Economic Policy Review Series (Japanese)
Pros and Cons of RMB Revaluation: Interests and Arguments of China, Japan and the United States
Written and edited by C. H. KWAN and the CASS Institute of World Economics and Politics
* This publication is in Japanese. An English translation is not available.
This book presents a set of diverse perspectives and analyses on the prospects for the RMB with Chinese, Japanese and American scholars examining the matter from various angles.
As the value of the U.S. dollar falls sharply against the Japanese yen and other major foreign currencies, the Chinese renminbi (RMB), which is effectively pegged to the U.S. dollar, is now undervalued. Indeed, with its trade surplus and foreign exchange reserves growing quickly, China is coming under intense pressure to revalue the RMB. The future direction of the RMB, including the possibility of China's shifting to a new foreign exchange regime, has attracted much attention both in China and abroad. Although the Chinese government remains cautious about taking any currency adjustment measures, both Japan and the United States are urging a revaluation of the RMB, accusing China of exporting deflation.
In this book, economists from China, Japan and the U.S. present diverse analyses and policy proposals for China's foreign exchange regime. Portions of the book are based on research papers presented at an international symposium held in Beijing on September 16, 2003 on the RMB problem, cosponsored by the Chinese Academy of Social Sciences (CASS) and the Research Institute of Economy, Trade and Industry (RIETI).
The book consists of three sections, focusing respectively on the Chinese, U.S. and Japanese perspectives on the RMB issue. Section I introduces research by the CASS Institute of World Economics and Politics (IWEP). Arguing against the official position of the government, which denies the necessity of RMB revaluation, China's leading international monetary experts call for an early departure form the dollar-peg system to a more flexible foreign exchange regime. In September 2004, IWEP director Yu Yonding, who presents a particularly strong argument in favor of RMB revaluation, was appointed to the Monetary Policy Committee of the People's Bank of China, China's central bank, stirring speculation among market players that the move may pave the way toward RMB revaluation.
Section II focuses on American perspectives on the RMB. Leading economists who have been actively involved in policy debates - Lawrence D. Lindsay, former adviser to President George W. Bush on economic policy; Barry Bosworth, senior fellow at the Brookings Institute; and Ronald McKinnon, professor at Stanford University - raise objections to Washington's official prodding of China to revalue its currency.
In Section III, which highlights Japanese perspectives, Haruhiko Kuroda, professor at Hitotsubashi University, special advisor to the cabinet, and former vice minister of finance for international affairs; and C. H. Kwan, former senior fellow and now consulting fellow at RIETI, present their views. For different reasons, they both argue a moderate and gradual appreciation of the RMB would be beneficial to China.

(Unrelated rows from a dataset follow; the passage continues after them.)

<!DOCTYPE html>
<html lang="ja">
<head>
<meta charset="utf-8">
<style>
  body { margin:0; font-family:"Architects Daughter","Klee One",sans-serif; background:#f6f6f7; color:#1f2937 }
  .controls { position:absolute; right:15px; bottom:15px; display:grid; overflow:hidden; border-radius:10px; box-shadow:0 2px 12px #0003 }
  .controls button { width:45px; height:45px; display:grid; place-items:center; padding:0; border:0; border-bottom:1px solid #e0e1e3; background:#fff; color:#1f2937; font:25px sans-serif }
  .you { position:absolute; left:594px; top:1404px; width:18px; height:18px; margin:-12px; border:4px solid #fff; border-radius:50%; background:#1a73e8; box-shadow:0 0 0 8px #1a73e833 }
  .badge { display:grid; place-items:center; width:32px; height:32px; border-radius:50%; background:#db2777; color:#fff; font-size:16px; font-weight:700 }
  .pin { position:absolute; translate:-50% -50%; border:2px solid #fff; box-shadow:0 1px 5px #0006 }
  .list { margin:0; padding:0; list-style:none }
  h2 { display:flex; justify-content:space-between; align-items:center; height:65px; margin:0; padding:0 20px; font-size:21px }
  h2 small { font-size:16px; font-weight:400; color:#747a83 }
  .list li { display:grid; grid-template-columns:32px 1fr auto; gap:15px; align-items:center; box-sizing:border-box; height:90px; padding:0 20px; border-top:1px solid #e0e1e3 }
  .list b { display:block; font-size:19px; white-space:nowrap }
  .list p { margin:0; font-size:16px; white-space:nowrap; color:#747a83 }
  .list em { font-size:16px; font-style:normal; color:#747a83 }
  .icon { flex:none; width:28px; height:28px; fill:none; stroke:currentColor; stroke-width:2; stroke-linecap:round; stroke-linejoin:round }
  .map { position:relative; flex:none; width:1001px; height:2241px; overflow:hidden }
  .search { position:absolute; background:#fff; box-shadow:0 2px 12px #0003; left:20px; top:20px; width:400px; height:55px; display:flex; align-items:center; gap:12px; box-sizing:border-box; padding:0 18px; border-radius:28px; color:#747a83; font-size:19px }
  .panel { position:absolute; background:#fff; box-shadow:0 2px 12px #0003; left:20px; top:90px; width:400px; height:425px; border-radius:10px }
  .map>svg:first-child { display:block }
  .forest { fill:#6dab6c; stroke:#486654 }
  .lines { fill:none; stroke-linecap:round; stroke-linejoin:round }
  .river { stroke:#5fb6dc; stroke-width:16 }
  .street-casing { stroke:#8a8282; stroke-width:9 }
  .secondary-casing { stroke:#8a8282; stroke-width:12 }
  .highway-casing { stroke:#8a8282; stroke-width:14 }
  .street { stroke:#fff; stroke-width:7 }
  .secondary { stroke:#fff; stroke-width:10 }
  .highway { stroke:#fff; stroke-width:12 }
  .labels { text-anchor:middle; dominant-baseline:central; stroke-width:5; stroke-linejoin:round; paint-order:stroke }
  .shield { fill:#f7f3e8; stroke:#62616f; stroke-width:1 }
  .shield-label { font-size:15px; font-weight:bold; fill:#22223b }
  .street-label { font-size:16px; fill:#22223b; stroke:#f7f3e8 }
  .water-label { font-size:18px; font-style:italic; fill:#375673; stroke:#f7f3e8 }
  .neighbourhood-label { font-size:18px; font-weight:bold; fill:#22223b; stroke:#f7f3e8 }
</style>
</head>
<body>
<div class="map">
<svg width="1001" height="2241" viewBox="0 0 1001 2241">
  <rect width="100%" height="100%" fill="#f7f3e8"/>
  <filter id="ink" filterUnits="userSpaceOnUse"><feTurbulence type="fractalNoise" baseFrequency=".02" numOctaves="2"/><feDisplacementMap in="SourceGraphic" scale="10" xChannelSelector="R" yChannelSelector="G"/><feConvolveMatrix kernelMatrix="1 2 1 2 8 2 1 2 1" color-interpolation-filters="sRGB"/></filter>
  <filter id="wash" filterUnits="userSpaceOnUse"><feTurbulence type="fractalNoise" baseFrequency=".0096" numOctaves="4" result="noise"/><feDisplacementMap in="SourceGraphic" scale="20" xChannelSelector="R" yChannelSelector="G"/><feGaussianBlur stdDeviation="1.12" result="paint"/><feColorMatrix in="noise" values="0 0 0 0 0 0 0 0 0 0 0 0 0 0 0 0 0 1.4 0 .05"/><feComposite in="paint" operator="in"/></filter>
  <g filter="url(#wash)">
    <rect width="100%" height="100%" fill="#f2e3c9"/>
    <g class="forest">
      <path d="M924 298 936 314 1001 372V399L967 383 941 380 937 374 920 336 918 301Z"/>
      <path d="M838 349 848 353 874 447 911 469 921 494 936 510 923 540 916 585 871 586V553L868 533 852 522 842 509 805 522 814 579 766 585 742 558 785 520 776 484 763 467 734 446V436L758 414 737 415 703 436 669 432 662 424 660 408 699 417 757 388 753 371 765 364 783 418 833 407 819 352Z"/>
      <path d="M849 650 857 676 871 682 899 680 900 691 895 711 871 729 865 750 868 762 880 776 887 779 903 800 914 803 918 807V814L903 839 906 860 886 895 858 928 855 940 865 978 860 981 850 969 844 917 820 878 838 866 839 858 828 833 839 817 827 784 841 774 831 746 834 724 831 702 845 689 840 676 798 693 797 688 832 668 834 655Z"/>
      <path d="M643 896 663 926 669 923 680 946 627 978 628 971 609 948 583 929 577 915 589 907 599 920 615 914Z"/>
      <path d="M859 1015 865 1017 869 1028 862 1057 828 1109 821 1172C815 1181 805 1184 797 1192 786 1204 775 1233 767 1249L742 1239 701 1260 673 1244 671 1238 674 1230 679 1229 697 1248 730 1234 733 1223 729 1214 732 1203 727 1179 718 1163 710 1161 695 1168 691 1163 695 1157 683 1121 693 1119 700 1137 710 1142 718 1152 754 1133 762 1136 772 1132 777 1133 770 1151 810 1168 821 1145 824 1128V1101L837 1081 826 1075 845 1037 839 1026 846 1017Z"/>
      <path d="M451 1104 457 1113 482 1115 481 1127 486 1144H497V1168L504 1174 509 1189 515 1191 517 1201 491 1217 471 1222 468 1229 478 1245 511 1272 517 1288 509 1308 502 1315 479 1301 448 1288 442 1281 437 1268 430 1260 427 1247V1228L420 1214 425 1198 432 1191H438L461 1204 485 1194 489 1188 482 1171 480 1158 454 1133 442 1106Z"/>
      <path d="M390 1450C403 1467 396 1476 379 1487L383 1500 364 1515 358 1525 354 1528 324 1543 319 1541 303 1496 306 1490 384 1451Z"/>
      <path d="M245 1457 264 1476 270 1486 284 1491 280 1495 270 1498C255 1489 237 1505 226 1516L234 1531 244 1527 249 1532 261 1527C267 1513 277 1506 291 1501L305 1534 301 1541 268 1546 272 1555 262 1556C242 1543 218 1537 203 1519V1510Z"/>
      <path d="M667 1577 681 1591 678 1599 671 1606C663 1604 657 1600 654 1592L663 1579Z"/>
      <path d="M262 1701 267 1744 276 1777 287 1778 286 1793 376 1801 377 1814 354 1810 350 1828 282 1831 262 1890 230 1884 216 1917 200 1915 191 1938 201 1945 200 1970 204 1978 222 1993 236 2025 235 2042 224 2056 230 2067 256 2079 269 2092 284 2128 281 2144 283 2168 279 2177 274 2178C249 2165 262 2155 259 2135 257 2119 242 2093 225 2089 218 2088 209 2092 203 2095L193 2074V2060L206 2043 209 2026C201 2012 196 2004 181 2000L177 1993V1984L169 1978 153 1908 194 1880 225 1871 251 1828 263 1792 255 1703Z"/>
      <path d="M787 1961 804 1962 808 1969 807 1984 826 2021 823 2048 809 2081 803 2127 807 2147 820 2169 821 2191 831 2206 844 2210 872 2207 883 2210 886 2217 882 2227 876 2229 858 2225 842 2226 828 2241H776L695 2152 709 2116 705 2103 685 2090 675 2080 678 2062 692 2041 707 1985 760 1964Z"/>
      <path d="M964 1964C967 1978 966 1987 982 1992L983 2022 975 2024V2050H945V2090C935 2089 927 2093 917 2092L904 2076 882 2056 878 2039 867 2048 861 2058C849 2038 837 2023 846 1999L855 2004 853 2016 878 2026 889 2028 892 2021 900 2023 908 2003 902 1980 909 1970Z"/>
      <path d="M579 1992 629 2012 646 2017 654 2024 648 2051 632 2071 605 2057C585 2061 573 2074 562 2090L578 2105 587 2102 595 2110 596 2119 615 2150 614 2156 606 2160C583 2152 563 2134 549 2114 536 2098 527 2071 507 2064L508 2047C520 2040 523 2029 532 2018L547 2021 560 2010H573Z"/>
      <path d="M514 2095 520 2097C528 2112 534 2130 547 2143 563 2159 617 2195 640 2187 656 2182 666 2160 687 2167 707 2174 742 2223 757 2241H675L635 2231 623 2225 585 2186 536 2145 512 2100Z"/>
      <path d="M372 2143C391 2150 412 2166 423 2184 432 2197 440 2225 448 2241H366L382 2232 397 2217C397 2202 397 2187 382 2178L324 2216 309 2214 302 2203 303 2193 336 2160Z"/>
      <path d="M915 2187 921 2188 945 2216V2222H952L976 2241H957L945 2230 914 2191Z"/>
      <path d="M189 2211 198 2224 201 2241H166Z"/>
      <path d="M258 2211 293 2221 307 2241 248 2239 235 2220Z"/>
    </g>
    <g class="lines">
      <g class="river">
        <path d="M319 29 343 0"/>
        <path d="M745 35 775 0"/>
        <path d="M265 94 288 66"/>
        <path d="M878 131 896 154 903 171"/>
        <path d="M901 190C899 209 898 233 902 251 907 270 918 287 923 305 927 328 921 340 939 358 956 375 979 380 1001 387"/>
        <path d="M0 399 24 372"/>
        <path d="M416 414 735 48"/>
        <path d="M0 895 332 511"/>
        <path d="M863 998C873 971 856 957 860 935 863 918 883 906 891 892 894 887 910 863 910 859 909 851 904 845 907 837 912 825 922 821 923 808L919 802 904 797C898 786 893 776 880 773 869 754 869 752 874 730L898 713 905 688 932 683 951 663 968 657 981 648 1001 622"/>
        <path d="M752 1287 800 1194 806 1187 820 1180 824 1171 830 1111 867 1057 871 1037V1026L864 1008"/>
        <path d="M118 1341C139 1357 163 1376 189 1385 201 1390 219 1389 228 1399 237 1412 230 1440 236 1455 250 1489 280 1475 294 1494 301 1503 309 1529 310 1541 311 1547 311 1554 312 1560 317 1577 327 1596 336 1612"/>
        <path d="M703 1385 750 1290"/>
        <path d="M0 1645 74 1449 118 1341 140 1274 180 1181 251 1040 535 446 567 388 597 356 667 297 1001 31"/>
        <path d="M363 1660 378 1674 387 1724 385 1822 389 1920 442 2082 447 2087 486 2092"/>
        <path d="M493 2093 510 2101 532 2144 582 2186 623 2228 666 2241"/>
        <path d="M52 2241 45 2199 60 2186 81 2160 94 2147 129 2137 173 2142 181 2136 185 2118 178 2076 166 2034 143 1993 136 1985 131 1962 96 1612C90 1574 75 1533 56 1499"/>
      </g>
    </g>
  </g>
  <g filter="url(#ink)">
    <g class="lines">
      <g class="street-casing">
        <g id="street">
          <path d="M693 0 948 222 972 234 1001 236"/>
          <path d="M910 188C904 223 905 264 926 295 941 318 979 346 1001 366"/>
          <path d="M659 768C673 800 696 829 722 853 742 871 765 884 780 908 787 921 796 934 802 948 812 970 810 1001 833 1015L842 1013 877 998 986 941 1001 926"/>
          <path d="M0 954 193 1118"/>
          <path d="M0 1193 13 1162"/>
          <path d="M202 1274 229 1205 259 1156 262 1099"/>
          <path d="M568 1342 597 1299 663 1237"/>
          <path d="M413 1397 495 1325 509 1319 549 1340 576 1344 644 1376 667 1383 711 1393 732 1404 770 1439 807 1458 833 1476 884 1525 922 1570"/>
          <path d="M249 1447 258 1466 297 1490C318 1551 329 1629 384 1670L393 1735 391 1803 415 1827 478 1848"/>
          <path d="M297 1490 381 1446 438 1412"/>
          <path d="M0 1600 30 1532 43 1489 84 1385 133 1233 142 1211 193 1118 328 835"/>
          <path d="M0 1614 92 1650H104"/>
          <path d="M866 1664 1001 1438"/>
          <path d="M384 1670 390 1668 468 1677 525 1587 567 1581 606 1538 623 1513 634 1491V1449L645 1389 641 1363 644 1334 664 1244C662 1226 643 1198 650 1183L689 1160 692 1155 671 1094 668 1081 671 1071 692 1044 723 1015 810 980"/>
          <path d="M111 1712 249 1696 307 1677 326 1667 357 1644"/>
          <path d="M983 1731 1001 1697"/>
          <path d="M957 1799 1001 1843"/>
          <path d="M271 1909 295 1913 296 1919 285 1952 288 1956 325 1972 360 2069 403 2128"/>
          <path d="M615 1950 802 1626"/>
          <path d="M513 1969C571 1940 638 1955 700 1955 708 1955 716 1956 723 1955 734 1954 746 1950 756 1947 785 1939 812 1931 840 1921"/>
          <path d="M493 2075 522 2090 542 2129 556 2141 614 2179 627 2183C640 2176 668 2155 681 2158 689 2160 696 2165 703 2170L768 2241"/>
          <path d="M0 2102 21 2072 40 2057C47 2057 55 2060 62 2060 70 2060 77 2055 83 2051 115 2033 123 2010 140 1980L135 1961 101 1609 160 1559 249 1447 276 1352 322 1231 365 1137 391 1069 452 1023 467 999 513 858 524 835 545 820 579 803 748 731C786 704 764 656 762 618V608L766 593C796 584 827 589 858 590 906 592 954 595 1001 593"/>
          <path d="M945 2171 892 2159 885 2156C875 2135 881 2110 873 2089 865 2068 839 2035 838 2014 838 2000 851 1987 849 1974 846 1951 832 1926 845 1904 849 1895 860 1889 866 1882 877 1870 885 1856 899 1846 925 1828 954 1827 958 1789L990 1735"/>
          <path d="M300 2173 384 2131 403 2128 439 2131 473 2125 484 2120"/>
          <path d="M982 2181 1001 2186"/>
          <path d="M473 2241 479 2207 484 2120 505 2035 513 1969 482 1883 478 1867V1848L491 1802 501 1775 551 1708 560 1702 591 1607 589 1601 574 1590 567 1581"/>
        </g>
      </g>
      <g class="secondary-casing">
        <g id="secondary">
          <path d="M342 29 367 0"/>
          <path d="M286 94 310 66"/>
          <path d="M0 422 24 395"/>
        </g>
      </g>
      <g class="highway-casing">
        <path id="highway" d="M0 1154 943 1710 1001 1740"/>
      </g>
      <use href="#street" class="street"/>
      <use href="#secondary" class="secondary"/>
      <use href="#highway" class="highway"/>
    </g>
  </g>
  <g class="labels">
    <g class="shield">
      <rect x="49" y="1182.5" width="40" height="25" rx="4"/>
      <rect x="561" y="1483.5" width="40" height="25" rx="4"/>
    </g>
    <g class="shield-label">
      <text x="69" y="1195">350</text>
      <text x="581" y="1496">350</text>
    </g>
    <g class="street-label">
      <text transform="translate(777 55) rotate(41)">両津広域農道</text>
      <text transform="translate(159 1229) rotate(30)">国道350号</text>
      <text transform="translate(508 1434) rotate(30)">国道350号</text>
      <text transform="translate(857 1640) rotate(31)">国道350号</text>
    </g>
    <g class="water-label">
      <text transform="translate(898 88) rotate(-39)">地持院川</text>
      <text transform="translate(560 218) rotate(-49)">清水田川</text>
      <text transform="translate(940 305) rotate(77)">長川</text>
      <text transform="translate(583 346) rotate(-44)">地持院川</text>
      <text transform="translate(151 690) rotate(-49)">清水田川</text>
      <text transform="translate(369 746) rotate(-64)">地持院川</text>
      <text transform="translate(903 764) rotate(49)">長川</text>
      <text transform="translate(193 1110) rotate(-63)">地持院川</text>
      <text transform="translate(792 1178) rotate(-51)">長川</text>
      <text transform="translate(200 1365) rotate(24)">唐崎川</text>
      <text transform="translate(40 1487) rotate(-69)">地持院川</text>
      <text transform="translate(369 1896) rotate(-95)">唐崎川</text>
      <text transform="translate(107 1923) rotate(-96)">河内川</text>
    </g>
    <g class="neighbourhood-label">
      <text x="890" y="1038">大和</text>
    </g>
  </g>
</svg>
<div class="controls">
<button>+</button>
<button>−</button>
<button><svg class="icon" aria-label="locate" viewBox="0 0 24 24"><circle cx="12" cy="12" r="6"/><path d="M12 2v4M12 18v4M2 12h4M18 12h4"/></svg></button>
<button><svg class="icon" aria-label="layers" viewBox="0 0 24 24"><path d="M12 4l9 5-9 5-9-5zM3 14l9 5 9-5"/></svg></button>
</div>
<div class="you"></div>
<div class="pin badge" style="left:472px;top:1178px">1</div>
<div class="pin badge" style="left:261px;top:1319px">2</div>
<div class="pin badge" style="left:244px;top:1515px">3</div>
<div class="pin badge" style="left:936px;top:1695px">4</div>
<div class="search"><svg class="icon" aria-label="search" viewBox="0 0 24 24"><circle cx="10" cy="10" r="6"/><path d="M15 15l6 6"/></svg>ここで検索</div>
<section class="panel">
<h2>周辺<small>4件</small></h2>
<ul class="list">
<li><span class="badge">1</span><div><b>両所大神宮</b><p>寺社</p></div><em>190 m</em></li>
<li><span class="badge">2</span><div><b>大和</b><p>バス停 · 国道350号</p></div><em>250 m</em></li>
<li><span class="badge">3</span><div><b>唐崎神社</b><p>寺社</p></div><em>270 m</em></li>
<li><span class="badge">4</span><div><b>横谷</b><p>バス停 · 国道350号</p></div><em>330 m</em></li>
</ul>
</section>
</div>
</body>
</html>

The ongoing debates over the RMB center on three major questions: (1) whether and to what degree RMB is undervalued at the moment; (2) the plusses and minuses of revaluation and whether they justify such a change; and (3) whether and how the foreign exchange system should be altered along with the exchange rate, assuming such a currency adjustment occurs. The situation can be described as "100 schools of thought contending," with opinions differing not only among policymakers but also among researchers in each country. These differing opinions among scholars reflect differences in perceptions of China's internal and external situation, or in interpretation of economic theories, rather than their representing the view of a particular government or interest group.
Surprisingly, the views presented by the American economists in Section II of this book are the closest to those of the Chinese authorities. In particular, Mr. Lindsey's argument based on the so-called Washington Consensus, which stresses market fundamentals, concurs with the view of the Chinese authorities in that they both believe preconditions for the RMB to shift to a flexible exchange rate mechanism have not yet been met. Meanwhile, the analysis by Professor McKinnon et al. on the relationship between the expectations for appreciation of the yen and deflation in Japan - the syndrome of the ever-higher yen - provides a theoretical foundation for the Chinese authorities' reluctance to revalue the RMB.
On the other hand, the Chinese views presented in Section I and the Japanese views in Section III have many similarities. They recognize the need for China to revalue the RMB and alter its foreign exchange regime, and they believe that China should adopt a managed floating system using the "basket, band and crawling" (BBC) method while maintaining control over capital flows. This prescription is based on the presumption that exchange rate adjustment is an effective means to correct external imbalances and that the Chinese government can effectively control capital flows.
With the growth of China's presence in the global economy, debate over the issue of the RMB is expected to continue. Although no consensus has been achieved, this book may help sort out some of the key arguments over the issue.